A Moscow Region court announced on Thursday that it is set to hear the biggest bribery case in Russia’s modern history and in which Investigative Committee staff are the prime suspects.
At the time, the Russian law enforcement was cracking down on the Russian branch of an international cybercrime syndicate known as the Infraud Organization.
According to court documents, one of the men – major Marat Tambiev from the committee's Moscow district branch – demanded that the hackers pay him 2,718 bitcoins. The sum is equivalent to roughly $181 million in current bitcoin prices. According to the Russian media, that makes it the biggest known bribe in Russia’s modern history.

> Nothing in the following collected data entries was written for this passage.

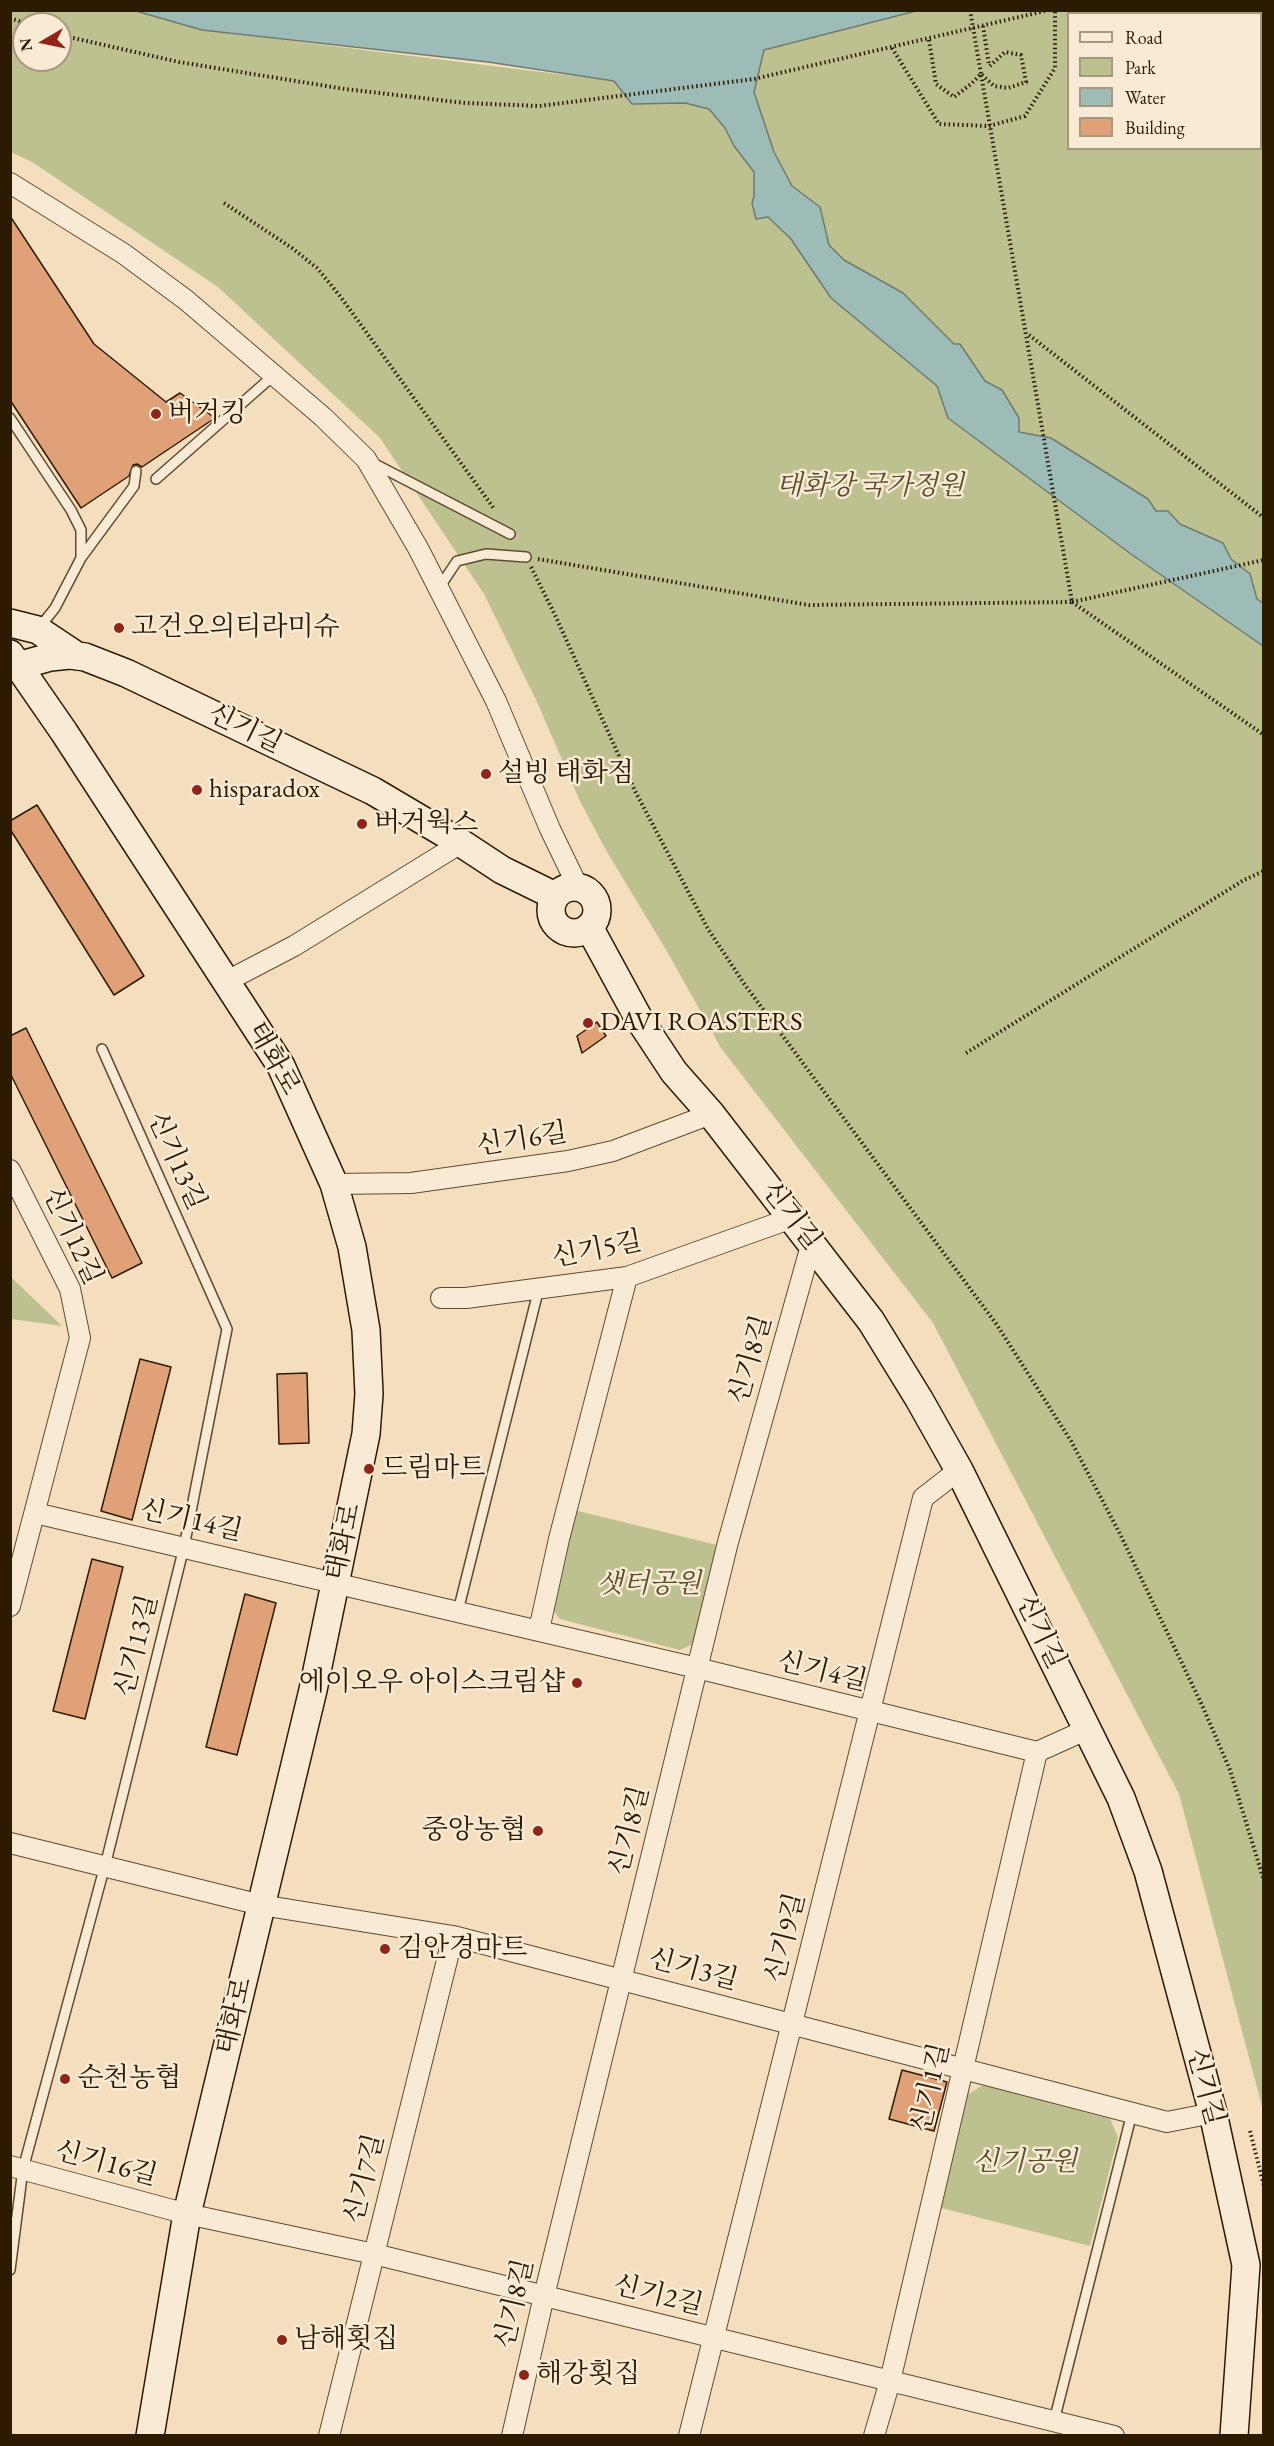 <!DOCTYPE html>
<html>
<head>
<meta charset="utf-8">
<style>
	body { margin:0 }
	#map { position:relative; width:1274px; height:2446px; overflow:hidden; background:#f5debd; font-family:"EB Garamond",serif }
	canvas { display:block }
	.frame { position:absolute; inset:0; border:12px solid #2c1b02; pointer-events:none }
	.legend { position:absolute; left:1067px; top:12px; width:195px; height:138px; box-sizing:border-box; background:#f8ead4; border:2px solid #a69780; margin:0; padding:8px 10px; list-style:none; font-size:18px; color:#2c1b02 }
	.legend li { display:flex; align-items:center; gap:12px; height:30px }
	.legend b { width:30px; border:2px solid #a69780 }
	.north { position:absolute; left:12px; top:12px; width:60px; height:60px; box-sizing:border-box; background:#f8ead4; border:2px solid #a69780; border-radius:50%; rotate:261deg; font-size:16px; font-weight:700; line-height:24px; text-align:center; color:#2c1b02 }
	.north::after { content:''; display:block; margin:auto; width:21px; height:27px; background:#8f2418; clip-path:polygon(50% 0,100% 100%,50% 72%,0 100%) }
</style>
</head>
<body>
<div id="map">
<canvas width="1274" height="2446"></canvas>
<div class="frame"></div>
<ul class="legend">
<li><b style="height:8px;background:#f8ead4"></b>Road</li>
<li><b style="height:16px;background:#bdc190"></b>Park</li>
<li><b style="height:16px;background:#9dbbb7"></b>Water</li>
<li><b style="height:16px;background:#e0a178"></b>Building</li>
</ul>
<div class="north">N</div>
</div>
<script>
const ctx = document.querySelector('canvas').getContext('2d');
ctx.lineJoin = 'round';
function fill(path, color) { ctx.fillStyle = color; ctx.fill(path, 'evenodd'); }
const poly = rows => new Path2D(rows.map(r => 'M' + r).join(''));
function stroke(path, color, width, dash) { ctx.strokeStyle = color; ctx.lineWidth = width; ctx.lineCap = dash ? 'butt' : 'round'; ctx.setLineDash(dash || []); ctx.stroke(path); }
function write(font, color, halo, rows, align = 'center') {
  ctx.font = font + ' "EB Garamond","Noto Serif KR",serif'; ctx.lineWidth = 5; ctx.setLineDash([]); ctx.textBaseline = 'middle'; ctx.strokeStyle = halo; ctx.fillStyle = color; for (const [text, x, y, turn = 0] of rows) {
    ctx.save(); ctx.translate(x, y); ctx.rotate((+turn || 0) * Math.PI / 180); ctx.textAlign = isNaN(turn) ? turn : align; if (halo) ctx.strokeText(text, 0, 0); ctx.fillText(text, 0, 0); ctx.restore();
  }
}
fill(poly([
	[10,11,136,11,202,30,614,81,751,54,916,11,1263,11,1263,2110,1179,1794,933,1323,721,1048,668,953,607,852,579,799,537,702,484,594,380,438,218,287,32,162,11,152],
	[1068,14,1260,14,1260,148,1068,148],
	[24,24,60,24,60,60,24,60],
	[11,1277,62,1326,11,1319],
	[574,1510,717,1545,693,1644,680,1650,560,1619,550,1606],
	[983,2085,1110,2119,1118,2137,1090,2246,938,2207,967,2095]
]), '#bdc190');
const water = poly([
	[136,11,916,11,764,50,754,92,774,152,792,186,820,207,829,245,844,260,903,293,954,344,960,344,985,381,1002,390,1019,418,1019,432,1051,438,1148,499,1156,511,1168,511,1180,524,1223,543,1231,559,1250,574,1257,599,1263,603,1263,646,1131,554,948,418,937,386,831,298,791,239,768,217,756,219,752,203,754,196,754,172,734,146,725,128,709,109,685,103,632,104,614,81,488,62,202,30,136,11]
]);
fill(water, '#9dbbb7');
stroke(water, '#707b6f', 1.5);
const building = poly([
	[10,216,94,344,166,402,180,393,215,418,142,467,137,464,133,465,129,476,81,508,10,400,10,216],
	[37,805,144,976,114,995,10,829,10,821,37,805],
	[597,1022,606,1036,582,1053,577,1036,597,1022],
	[26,1028,142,1263,112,1278,10,1073,10,1036,26,1028],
	[140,1359,171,1367,132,1520,101,1511,140,1359],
	[307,1373,309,1443,279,1444,277,1374,307,1373],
	[92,1559,123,1567,85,1719,53,1711,92,1559],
	[245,1594,276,1603,237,1755,206,1747,245,1594],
	[902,2070,947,2082,934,2131,889,2119,902,2070]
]);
fill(building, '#e0a178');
stroke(building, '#2c1b02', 1.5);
const lane = poly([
	[10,418,71,510,81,530,81,558],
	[371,462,510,534],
	[156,479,274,375],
	[439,588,457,561,486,554,526,557],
	[39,628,55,608,81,558,134,486,136,471],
	[458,1611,539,1288],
	[10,2270,23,2169,107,1858,184,1547,227,1329,102,1049],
	[1054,2421,1132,2113]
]);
const street = poly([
	[10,183,124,254,186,300,323,417,366,459,418,548,496,701,550,829,578,887],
	[227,981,294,946,461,843],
	[10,1170,70,1289,80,1338,10,1606],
	[334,1184,411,1183,568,1161,613,1151,711,1114],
	[441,1298,466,1298,627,1277,792,1218],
	[35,1513,697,1668,1037,1752,1088,1729],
	[539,1630,559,1539,627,1277],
	[10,1843,261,1905,453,1936,1167,2122,1213,2113],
	[10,2166,187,2214,374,2254,1114,2436],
	[329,2436,453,1936],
	[512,2436,544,2296,728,1542,812,1242],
	[689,2436,923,1498,959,1470],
	[874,2436,890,2381,1037,1752]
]);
const secondary = poly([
	[10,623,38,630,77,656],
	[10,654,64,732,281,1066,334,1184,352,1247,366,1330,369,1394,366,1434,313,1690,187,2214,150,2436],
	[18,666,50,657,70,655,85,657,126,673,373,791,461,843,502,870,555,896],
	'551 910a23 23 0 1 1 46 0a23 23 0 1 1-46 0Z',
	[589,927,639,1019,674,1072,711,1114,871,1321,919,1399,959,1470,1121,1798,1148,1871,1213,2113,1246,2265,1234,2436]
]);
stroke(lane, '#5e4c31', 12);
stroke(street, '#5e4c31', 22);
stroke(secondary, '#2c1b02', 30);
stroke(poly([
	[10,18,27,24],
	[983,26,989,65],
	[60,35,179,62,345,89,465,103,539,106,754,79,1049,10],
	[929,40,936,84,954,97,971,84,981,74,994,86,1008,88,1026,82,1021,55,1005,52,990,66],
	[892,48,939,124,989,126,1025,116,1055,68,1055,10],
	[224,203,292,248,317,268,340,296,495,510],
	[1029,335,1264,518],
	[538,559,809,605,1072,602,981,74],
	[531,567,555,615,635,791,708,929,745,985,997,1325,1071,1441,1120,1534,1202,1705,1230,1770,1264,1881],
	[1072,602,1264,735],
	[1072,602,1264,560],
	[966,1053,1244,880,1264,871],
	[1250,2131,1264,2186]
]), '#2c1b02', 4, [1.5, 3]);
stroke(lane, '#f8ead4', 9);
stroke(street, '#f8ead4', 20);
stroke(secondary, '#f8ead4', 27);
stroke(poly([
	[970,10,981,74]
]), '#2c1b02', 4, [1.5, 3]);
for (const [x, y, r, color] of [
	[156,414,6,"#8f2418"],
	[119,628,6,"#8f2418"],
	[486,774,6,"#8f2418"],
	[197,790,6,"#8f2418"],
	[362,824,6,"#8f2418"],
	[588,1023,6,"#8f2418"],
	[369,1469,6,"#8f2418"],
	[577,1683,6,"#8f2418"],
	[538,1831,6,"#8f2418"],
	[385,1949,6,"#8f2418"],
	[65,2079,6,"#8f2418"],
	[282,2340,6,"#8f2418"],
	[524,2375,6,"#8f2418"]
]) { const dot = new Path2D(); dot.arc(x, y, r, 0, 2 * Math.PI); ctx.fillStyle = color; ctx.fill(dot); stroke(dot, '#f8ead4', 2); }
write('27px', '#2c1b02', '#f8ead4', [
	["버거킹",168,414],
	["고건오의티라미슈",131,628],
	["설빙 태화점",498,774],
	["hisparadox",209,790],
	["버거웍스",374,824],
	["DAVI ROASTERS",600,1023],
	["드림마트",381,1469],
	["에이오우 아이스크림샵",565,1683,"right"],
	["중앙농협",526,1831,"right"],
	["김안경마트",397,1949],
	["순천농협",77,2079],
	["남해횟집",294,2340],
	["해강횟집",536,2375]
], 'left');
write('italic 27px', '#584d2d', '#f8ead4', [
	["태화강 국가정원",870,487],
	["샛터공원",649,1585],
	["신기공원",1025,2163]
]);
write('27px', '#2c1b02', '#f8ead4', [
	["신기길",245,729,26],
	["태화로",273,1059,61],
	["신기6길",522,1140,-9],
	["신기13길",176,1161,66],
	["신기길",791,1216,52],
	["신기12길",72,1236,65],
	["신기5길",597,1250,-11],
	["신기8길",751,1360,-74],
	["신기14길",191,1521,13],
	["태화로",344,1542,-78],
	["신기길",1040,1632,64],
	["신기13길",137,1646,-76],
	["신기4길",822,1672,14],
	["신기8길",630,1831,-76],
	["신기9길",786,1938,-76],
	["신기3길",693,1970,15],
	["태화로",235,2016,-77],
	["신기길",1205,2087,75],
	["신기1길",931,2088,-77],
	["신기16길",106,2164,15],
	["신기7길",365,2179,-76],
	["신기2길",658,2296,14],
	["신기8길",515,2304,-77]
]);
</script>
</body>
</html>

The group was involved in the trafficking and unauthorized use of credit card data, the theft of personal credit card and online banking information, and the illegal trade of that data. The syndicate members – detained in Russia in 2022 – caused some 1 billion rubles ($11.4 million) in damage and fraud, according to the authorities.
Another suspect in the case – an investigator identified as Kristina Lyakhovenko – is accused of illegally taking several data storage devices used by the hackers and seized by law enforcement officials – and handing them over to Tambiev, who then transferred the bitcoins stored on the devices to his crypto wallets.
In return, the suspects promised not to confiscate the rest of the hackers’ cryptocurrency assets worth 14 billion rubles ($159.6 million), which should have been forfeited in favor of the government, according to the Russian media.
The cybercrime syndicate members, who were all eventually sentenced to between two and a half and three years behind bars, but only in the form of suspended sentences, reported the bribe to the Russian Federal Security Service (FSB).
Tambiev was then arrested in March 2022. Both he and Lyakhovenko denied wrongdoing.
The Infraud Organization was founded in 2010 by a Ukrainian national, Svyatoslav Bondarenko. The US Justice Department stated in 2017 that the group had over 10,000 registered members all over the world and was the “largest cyber fraud enterprise” prosecuted by the US authorities.
In 2018, the US indicted 36 suspected members of the organization for their alleged roles in the group’s “racketeering conspiracy.” According to the Justice Department, the group’s criminal activities resulted in losses of $530 million.